Problem to solve:
Select, from the data, each line where "strokeStyle" occurs.

Entries supplied:
---*---

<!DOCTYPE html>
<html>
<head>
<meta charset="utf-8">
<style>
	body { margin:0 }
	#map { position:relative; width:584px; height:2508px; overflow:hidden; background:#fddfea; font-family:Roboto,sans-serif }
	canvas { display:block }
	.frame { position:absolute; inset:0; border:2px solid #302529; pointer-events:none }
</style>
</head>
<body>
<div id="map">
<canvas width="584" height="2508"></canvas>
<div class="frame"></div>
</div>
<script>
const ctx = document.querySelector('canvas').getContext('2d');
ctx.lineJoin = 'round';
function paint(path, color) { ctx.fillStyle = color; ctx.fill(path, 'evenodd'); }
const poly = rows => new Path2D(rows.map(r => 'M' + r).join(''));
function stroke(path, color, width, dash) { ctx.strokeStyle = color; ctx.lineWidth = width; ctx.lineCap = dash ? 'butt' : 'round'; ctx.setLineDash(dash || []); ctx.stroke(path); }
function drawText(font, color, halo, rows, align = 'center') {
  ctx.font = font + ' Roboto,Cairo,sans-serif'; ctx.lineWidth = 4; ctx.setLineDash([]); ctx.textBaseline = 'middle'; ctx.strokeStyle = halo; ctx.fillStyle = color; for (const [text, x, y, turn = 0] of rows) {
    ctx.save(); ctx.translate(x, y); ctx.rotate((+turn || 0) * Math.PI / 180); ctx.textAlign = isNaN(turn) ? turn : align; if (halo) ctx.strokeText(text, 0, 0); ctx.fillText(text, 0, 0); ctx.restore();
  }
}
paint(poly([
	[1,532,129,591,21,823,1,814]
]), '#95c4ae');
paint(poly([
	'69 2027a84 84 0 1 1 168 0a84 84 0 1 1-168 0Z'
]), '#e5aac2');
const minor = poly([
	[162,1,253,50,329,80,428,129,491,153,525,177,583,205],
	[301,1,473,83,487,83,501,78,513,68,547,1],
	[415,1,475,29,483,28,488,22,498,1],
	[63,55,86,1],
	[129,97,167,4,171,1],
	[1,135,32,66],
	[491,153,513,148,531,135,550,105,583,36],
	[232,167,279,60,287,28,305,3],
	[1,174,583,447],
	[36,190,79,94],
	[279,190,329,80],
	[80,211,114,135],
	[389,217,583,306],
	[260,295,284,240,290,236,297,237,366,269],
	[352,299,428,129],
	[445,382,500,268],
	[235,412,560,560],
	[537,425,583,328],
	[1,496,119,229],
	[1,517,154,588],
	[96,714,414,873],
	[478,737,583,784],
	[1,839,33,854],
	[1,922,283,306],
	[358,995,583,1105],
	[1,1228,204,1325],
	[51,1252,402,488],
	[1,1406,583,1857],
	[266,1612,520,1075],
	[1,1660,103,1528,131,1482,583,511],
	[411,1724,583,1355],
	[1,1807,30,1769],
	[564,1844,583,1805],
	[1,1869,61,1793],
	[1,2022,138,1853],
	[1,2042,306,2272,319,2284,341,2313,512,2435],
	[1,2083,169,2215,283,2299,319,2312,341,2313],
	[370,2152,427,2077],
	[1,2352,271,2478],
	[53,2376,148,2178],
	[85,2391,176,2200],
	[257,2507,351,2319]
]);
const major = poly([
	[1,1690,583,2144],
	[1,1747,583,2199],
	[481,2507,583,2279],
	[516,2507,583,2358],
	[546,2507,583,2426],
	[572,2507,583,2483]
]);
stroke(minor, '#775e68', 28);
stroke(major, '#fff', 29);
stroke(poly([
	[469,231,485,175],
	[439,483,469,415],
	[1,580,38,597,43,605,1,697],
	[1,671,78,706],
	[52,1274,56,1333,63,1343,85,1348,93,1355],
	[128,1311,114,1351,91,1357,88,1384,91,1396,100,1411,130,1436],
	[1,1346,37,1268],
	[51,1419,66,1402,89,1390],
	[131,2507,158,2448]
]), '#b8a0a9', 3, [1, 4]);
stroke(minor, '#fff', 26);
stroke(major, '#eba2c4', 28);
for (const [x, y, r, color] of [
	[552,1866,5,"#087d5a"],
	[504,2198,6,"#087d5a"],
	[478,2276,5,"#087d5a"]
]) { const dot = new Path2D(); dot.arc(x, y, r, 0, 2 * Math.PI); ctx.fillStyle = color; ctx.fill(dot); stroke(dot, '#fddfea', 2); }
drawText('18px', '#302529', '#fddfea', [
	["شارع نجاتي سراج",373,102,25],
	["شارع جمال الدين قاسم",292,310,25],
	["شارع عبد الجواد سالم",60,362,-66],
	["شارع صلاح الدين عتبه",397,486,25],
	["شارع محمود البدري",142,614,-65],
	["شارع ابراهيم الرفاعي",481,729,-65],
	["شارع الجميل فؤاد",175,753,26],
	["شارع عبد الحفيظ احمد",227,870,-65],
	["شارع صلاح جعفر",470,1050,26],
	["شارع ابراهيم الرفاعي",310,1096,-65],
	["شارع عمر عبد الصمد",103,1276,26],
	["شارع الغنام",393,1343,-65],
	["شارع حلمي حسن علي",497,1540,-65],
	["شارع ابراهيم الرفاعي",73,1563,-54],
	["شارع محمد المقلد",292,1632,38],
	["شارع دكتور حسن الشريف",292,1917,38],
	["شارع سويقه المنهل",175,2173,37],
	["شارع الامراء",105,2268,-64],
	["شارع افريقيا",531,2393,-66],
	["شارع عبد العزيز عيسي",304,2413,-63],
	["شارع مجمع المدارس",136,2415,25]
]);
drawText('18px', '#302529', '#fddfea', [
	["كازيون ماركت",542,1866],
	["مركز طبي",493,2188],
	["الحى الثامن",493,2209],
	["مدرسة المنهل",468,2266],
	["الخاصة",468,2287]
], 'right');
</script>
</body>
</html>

---*---

Finished task:
function stroke(path, color, width, dash) { ctx.strokeStyle = color; ctx.lineWidth = width; ctx.lineCap = dash ? 'butt' : 'round'; ctx.setLineDash(dash || []); ctx.stroke(path); }
  ctx.font = font + ' Roboto,Cairo,sans-serif'; ctx.lineWidth = 4; ctx.setLineDash([]); ctx.textBaseline = 'middle'; ctx.strokeStyle = halo; ctx.fillStyle = color; for (const [text, x, y, turn = 0] of rows) {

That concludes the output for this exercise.